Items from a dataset
..............................
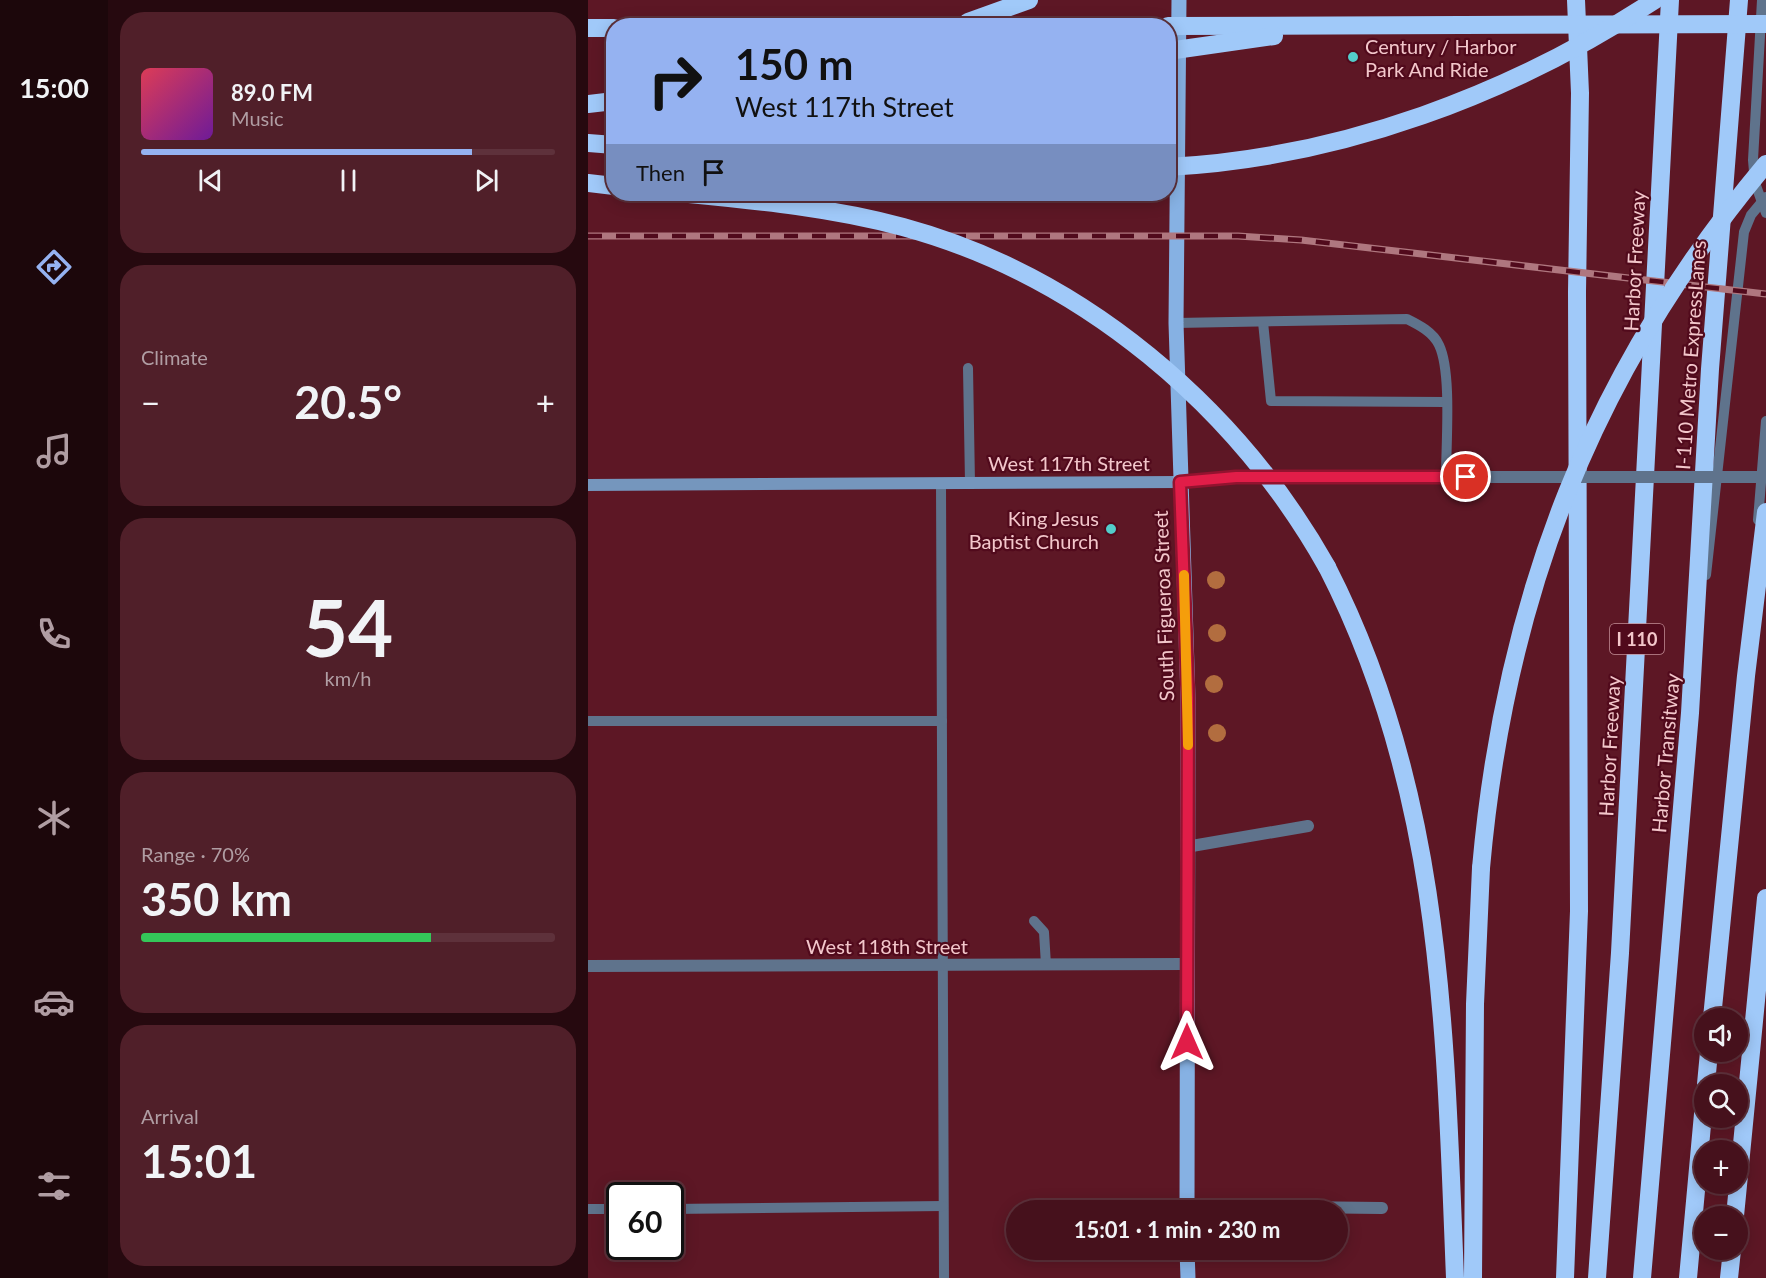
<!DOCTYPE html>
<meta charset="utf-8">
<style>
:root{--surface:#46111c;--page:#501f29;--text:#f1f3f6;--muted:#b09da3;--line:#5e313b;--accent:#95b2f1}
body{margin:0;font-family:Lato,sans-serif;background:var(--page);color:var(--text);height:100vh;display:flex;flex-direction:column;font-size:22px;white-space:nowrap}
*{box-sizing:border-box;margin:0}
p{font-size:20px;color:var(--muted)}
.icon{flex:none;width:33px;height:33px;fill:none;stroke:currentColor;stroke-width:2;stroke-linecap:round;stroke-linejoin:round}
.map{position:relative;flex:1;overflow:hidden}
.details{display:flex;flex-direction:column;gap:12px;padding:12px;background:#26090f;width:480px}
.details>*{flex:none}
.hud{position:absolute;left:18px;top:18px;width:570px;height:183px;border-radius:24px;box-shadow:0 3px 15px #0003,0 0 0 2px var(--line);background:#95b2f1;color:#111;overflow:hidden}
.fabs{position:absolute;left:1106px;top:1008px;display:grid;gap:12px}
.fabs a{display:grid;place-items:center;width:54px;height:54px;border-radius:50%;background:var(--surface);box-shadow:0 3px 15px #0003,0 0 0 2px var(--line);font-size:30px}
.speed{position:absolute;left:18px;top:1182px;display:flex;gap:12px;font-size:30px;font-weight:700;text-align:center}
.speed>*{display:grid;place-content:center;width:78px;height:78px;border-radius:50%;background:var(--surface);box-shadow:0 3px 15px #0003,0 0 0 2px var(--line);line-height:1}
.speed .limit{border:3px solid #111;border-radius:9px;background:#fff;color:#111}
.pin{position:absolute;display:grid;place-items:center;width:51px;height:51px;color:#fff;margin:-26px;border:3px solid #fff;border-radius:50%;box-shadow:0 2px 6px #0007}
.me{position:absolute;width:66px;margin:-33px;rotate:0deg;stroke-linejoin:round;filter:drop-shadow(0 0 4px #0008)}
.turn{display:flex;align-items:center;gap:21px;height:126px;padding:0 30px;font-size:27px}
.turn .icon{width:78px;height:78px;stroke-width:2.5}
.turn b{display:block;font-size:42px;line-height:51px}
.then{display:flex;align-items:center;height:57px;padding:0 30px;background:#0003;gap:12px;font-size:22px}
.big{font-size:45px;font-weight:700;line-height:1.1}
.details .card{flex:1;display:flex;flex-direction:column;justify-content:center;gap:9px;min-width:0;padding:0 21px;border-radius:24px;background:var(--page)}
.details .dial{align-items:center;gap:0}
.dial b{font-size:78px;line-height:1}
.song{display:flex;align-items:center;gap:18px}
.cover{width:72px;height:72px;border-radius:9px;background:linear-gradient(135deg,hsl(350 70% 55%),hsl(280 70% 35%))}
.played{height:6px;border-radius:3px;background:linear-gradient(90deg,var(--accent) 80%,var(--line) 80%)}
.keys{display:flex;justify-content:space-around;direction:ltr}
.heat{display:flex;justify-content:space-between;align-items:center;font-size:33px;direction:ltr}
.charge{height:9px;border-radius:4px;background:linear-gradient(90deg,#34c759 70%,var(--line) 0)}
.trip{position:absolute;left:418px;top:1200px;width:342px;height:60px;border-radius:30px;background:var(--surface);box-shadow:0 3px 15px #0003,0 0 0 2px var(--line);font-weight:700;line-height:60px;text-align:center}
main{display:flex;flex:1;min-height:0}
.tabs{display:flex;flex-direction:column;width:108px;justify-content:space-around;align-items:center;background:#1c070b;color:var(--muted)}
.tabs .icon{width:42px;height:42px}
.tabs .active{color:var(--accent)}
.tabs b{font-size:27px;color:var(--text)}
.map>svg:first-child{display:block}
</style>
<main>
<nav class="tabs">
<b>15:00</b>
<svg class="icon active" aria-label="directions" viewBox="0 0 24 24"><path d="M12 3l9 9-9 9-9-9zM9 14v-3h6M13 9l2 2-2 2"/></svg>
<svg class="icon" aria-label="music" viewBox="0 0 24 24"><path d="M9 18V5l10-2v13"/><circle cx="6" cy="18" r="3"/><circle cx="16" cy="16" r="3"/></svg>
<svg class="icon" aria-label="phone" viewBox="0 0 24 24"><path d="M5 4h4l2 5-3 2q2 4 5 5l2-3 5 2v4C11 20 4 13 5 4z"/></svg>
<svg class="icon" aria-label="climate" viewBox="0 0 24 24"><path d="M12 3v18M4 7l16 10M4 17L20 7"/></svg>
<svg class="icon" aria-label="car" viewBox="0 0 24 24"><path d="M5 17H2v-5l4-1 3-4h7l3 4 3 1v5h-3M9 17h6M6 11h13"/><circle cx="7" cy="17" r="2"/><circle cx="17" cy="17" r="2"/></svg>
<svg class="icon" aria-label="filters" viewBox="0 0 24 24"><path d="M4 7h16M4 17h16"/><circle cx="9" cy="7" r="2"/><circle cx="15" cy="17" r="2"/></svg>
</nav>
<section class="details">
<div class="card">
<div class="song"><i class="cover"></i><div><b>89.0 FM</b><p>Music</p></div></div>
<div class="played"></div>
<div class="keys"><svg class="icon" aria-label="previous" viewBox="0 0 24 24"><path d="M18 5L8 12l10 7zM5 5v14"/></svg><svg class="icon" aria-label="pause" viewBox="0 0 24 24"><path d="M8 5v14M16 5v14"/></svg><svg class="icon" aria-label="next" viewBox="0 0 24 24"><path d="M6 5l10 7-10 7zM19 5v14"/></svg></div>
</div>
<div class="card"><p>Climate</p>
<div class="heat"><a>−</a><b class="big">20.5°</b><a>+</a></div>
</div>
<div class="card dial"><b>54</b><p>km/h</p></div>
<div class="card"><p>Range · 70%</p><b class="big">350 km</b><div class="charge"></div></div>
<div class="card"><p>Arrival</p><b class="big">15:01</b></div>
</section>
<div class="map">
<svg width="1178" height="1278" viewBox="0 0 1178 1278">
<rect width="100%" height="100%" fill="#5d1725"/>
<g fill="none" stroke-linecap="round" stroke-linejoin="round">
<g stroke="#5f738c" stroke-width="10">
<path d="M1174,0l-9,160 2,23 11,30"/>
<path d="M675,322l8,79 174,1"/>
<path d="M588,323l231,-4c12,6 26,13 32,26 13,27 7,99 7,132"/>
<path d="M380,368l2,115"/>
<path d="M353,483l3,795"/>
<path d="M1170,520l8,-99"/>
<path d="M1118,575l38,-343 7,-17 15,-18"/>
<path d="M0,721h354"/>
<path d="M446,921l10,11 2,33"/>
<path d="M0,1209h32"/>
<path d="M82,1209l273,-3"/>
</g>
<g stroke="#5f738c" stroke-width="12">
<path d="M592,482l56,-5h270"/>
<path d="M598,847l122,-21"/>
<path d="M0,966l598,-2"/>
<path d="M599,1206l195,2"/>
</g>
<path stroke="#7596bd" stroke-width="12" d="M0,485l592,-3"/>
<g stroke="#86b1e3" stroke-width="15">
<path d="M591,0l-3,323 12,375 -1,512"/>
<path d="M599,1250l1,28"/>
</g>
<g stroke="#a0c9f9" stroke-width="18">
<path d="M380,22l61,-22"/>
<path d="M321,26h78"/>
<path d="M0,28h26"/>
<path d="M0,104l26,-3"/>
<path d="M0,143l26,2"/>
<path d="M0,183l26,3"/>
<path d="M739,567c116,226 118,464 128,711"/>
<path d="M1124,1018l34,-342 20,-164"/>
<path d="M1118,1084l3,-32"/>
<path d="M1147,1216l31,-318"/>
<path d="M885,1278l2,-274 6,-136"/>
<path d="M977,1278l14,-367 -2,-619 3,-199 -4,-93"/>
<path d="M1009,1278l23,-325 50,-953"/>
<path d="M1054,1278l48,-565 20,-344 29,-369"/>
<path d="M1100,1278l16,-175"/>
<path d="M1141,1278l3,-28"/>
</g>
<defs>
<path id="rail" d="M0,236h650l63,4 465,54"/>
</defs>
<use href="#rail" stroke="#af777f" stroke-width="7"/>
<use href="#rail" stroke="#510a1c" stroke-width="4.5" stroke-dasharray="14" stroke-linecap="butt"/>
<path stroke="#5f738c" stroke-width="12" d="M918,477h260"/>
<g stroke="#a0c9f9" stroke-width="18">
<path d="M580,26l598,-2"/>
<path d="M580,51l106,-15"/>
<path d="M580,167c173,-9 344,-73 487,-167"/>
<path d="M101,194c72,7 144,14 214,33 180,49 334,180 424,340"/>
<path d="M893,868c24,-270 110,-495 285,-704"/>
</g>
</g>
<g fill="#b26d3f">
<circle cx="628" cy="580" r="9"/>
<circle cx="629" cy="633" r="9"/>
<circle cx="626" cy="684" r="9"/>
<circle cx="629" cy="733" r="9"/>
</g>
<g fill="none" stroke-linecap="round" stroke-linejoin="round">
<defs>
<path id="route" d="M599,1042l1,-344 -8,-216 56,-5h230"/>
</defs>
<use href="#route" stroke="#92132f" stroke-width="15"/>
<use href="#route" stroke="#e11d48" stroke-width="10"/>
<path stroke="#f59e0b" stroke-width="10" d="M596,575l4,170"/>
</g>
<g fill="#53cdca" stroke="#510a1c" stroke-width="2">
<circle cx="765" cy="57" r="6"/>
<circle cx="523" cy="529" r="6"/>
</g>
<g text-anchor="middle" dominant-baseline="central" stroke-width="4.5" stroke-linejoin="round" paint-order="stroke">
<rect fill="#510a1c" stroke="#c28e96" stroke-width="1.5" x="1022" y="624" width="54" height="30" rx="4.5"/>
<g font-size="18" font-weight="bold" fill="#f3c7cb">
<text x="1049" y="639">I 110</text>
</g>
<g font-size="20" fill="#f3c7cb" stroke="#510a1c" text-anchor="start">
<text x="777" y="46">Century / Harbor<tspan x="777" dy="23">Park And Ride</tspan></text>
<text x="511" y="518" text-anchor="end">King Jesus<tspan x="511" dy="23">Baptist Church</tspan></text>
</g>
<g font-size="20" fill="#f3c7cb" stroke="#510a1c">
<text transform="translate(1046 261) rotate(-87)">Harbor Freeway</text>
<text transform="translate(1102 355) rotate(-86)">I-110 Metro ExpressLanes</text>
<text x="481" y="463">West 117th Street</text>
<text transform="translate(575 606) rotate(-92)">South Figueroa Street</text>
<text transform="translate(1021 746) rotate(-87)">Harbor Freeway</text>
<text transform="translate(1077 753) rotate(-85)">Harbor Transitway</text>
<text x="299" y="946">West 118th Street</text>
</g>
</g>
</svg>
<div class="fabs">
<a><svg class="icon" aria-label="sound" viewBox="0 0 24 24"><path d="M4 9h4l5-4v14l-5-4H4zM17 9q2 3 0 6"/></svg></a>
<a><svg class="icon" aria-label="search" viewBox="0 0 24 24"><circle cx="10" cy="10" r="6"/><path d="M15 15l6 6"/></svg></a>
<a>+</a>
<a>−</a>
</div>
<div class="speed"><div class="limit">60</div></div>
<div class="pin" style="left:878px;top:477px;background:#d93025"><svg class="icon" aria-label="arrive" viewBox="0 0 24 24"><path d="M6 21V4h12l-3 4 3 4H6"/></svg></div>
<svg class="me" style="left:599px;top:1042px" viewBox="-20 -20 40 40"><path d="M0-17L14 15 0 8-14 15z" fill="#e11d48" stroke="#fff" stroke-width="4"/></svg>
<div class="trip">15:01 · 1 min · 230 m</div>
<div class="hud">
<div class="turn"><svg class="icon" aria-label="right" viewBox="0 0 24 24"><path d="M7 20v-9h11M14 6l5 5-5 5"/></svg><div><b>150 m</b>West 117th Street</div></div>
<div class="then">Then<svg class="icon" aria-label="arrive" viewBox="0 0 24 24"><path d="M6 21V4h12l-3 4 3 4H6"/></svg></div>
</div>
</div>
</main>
..............................
What to work on: From the data, collect all lines where the string "song" appears.

Response to the task:
.song{display:flex;align-items:center;gap:18px}
<div class="song"><i class="cover"></i><div><b>89.0 FM</b><p>Music</p></div></div>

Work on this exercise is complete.